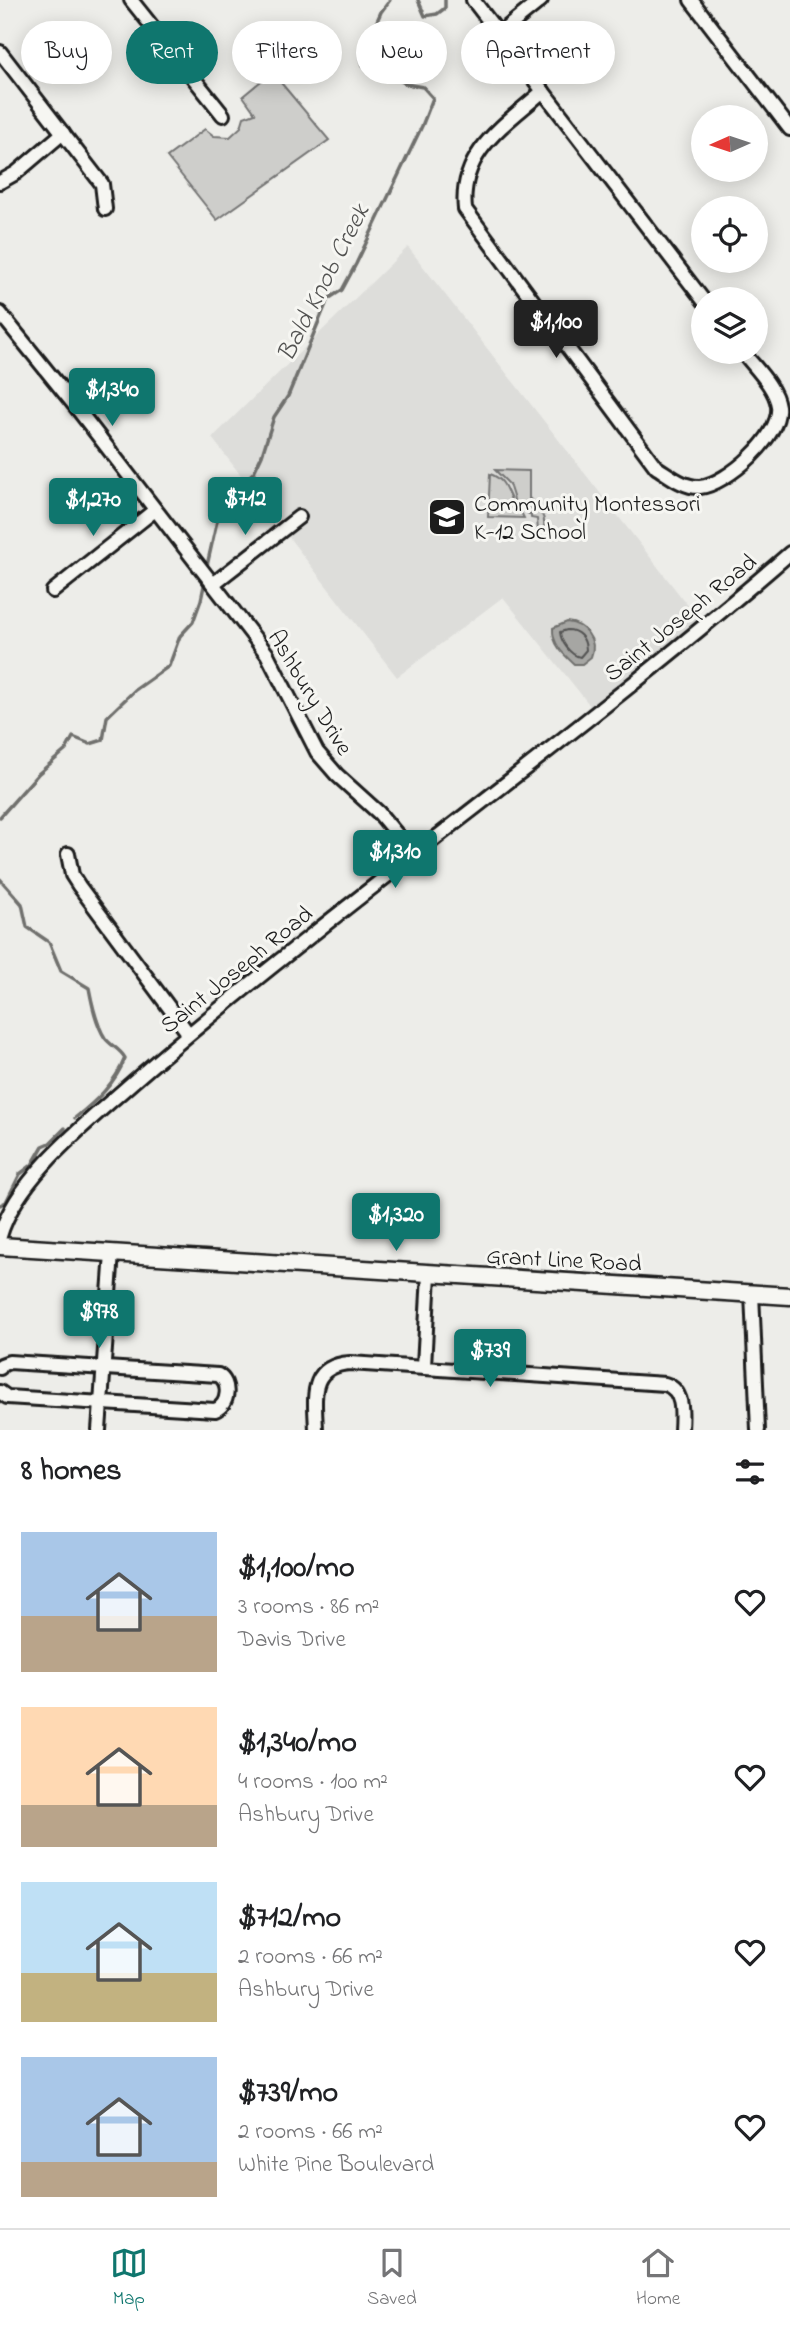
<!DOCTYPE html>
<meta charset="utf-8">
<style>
:root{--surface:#fff;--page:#f2f2f2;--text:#202124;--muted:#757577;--line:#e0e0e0;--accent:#0f766e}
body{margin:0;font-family:"Indie Flower",sans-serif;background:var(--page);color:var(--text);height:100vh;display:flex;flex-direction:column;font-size:26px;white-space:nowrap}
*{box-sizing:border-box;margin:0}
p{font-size:23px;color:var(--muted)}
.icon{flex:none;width:38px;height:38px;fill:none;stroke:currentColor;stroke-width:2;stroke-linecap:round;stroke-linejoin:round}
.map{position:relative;height:1430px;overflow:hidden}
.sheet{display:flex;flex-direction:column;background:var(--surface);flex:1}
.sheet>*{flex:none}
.banner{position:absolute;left:21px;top:21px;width:749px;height:63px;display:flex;gap:14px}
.needle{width:46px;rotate:267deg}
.buttons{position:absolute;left:691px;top:105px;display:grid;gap:14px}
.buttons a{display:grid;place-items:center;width:77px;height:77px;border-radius:50%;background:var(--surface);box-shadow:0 4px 18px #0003;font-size:35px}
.price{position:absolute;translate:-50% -60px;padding:0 16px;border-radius:7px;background:var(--accent);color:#fff;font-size:23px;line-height:46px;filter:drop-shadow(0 2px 4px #0008)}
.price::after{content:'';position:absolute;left:50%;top:42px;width:21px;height:16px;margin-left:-10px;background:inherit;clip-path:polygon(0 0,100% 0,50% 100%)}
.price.selected{background:#222;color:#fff}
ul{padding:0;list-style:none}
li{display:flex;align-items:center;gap:21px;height:175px;padding:0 21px}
li span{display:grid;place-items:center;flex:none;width:196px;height:140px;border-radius:0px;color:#555}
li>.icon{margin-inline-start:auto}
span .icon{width:84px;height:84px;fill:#fffc;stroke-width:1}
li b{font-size:30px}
h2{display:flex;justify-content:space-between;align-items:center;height:84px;padding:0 21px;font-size:30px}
.chip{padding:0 24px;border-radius:32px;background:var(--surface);box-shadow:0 4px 18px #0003;font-size:24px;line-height:63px}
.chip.selected{background:var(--accent);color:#fff}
.menu{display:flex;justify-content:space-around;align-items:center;height:98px;border-top:2px solid var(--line);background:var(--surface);font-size:19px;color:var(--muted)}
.menu a{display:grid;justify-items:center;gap:4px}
.menu .selected{color:var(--accent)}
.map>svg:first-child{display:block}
</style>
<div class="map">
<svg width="790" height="1430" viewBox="0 0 790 1430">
<rect width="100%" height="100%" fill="#edede9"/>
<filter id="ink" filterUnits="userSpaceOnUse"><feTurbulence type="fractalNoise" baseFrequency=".0143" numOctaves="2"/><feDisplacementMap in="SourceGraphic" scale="14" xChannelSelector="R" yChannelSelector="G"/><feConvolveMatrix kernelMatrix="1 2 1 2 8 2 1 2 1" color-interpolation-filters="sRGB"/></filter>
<g filter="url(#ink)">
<path fill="#ddddda" d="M 408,247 L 700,621 L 592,708 L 503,597 L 397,677 L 212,438 Z"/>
<g fill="#cececb" stroke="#757574" stroke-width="2">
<path d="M 272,72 L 329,140 L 217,220 L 167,157 L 205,129 L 214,136 L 230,137 L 241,127 L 244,117 L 255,113 L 243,96 Z"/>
<path d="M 495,470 L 529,471 L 529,514 L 515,503 L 509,484 Z"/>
<path d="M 490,474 C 507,480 505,491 514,505 C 517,510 522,512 524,518 L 488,517 Z"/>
<path d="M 531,500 C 538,507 546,516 544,527 L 538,531 L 537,519 L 531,518 Z"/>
</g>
<path fill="#a6a6a3" stroke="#6f6f6d" stroke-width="2" d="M 567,622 C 584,624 598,639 591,657 L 582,664 L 574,664 C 563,654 552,644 553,628 Z"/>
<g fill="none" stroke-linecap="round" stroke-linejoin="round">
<path stroke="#535352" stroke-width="2" d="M 567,630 C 578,630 586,638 586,650 L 580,657 C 570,655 561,642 560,632 Z"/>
<g stroke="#6f6f6d" stroke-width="3.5">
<path d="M 418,0 L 425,16 L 437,14 L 445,8 L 445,0"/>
<path d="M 206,570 L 217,521 L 231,494 L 254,472 L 262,455 L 274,417 L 288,396 L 328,299 L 342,290 L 356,264 L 422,126 L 433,98 L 423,87 L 406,84 L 387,72 L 363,65 L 361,57 L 381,12 L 390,0"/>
<path d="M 0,817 L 38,774 L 66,750 L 73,737 L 90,744 L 103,740 L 107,717 L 135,690 L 169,666 L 180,636 L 193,622 L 201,600 L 205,581"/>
<path d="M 0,879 L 22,904 L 27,927 L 49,942 L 61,971 L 89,988 C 92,1004 96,1024 105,1038 C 111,1046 120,1049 125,1058 C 115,1084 96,1101 75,1118"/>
<path d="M 0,1205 L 6,1202 L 20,1174 L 32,1165 L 43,1146 L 50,1143 L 65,1128"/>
</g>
<defs>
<g id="minor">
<path d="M 131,0 L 223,115"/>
<path d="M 473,0 L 704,301"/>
<path d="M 691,0 L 790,129"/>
<path d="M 499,34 L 541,0"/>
<path d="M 0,52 L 102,184 L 105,209"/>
<path d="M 543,91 C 505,125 459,152 465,209 L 656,467 C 669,475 684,488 700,487 C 727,484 782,436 778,406 C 775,386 754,367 743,352"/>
<path d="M 0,182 L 16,173 L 63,133"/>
<path d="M 0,313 L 76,407 L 267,654 L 317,752 L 337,775 L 379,813 L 413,854"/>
<path d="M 213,584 L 299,517"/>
<path d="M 53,591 L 155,510"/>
<path d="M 68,854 L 72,875 L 79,886 L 188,1033"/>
<path d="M 0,1236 C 16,1180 82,1127 125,1089 C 184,1037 246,987 308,938 C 469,810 635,688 790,553"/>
<path d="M 752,1293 L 758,1430"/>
<path d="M 424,1366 L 429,1274"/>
<path d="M 0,1368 L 1,1365 L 9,1362 L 218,1375 C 231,1382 229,1405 215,1410 L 7,1397 L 0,1392"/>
<path d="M 99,1430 L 112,1253"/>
<path d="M 316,1430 C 315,1398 308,1366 350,1363 L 665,1384 C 684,1390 682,1413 681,1430"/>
</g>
<path id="major" d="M 0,1246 L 790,1296"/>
</defs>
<use href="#minor" stroke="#1c1c1c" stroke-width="18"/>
<use href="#major" stroke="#1c1c1c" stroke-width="21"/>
<use href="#minor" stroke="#f6f6f2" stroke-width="12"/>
<use href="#major" stroke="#f6f6f2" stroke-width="16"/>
</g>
</g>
<defs>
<symbol id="school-square" viewBox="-11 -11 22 22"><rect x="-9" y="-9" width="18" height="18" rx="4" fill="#1c1c1c" stroke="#f6f6f2"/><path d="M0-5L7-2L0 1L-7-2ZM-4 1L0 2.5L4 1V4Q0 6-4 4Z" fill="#fff"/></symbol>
</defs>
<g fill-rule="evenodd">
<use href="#school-square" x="425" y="495" width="44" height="44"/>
</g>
<g text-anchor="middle" stroke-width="6" stroke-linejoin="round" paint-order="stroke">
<g font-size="24" fill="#1c1c1c" stroke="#f6f6f2" text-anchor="start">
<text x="474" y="511">Community Montessori<tspan x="474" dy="28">K-12 School</tspan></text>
</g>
<g font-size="24" fill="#1c1c1c" stroke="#f6f6f2">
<text transform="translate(680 617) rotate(-39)" y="8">Saint Joseph Road</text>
<text transform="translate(311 692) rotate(59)" y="8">Ashbury Drive</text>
<text transform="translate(236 969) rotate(-39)" y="8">Saint Joseph Road</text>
<text transform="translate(564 1259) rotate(3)" y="8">Grant Line Road</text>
</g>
<g font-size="26" font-style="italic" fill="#535352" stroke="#f6f6f2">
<text transform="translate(322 282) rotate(-63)" y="9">Bald Knob Creek</text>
</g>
</g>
</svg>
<div class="buttons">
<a><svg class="needle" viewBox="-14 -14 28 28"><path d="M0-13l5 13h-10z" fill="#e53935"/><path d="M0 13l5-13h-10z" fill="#757577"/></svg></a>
<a><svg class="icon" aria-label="locate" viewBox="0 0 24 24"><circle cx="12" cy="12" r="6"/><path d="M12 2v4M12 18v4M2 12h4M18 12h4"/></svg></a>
<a><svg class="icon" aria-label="layers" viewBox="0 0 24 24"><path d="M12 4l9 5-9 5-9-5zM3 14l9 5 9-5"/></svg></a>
</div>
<b class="price selected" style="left:556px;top:360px">$1,100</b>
<b class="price" style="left:112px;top:428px">$1,340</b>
<b class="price" style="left:245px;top:537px">$712</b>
<b class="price" style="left:93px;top:538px">$1,270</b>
<b class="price" style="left:395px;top:890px">$1,310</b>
<b class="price" style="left:396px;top:1253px">$1,320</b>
<b class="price" style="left:99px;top:1350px">$978</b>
<b class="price" style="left:490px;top:1389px">$739</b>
<div class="banner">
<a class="chip">Buy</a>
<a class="chip selected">Rent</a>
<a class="chip">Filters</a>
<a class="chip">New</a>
<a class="chip">Apartment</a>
</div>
</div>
<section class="sheet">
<h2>8 homes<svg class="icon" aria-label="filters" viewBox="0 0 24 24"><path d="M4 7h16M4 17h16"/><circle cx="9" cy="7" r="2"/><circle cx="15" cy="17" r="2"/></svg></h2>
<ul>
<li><span style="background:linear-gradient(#a9c7e8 60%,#b9a48a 0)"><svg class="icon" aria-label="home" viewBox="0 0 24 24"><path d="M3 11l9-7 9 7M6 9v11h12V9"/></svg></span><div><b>$1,100/mo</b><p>3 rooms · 86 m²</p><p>Davis Drive</p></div><svg class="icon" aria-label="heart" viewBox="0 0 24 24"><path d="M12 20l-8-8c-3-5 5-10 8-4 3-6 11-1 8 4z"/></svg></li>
<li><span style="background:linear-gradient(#ffd9b3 70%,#b9a48a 0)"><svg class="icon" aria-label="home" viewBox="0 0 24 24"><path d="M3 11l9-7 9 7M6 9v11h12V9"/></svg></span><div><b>$1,340/mo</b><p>4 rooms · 100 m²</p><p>Ashbury Drive</p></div><svg class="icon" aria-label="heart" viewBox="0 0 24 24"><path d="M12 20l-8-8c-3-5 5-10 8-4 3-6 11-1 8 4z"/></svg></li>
<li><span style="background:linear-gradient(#bfe0f5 65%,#c2b280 0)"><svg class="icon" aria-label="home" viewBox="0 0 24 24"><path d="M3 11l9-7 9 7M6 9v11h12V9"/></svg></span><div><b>$712/mo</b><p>2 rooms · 66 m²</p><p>Ashbury Drive</p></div><svg class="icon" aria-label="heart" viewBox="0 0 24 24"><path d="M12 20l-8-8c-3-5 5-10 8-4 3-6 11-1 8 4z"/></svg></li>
<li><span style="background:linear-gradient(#a9c7e8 75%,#b9a48a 0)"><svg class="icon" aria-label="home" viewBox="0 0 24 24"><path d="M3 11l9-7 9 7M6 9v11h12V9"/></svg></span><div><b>$739/mo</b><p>2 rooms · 66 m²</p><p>White Pine Boulevard</p></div><svg class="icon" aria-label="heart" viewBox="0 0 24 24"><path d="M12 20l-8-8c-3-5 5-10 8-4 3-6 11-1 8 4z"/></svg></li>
</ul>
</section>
<nav class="menu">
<a class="selected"><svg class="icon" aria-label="map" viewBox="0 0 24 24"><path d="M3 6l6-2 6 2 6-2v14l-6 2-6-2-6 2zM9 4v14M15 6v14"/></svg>Map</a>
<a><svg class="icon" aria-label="saved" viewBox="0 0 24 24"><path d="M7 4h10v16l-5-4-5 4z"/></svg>Saved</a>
<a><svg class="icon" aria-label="home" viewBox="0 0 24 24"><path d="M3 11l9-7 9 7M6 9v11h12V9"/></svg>Home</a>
</nav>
++++++++++
Every line containing the string "start" is required; copy each such line from the data.

§ PROBLEM SOLUTION:
li>.icon{margin-inline-start:auto}
<g font-size="24" fill="#1c1c1c" stroke="#f6f6f2" text-anchor="start">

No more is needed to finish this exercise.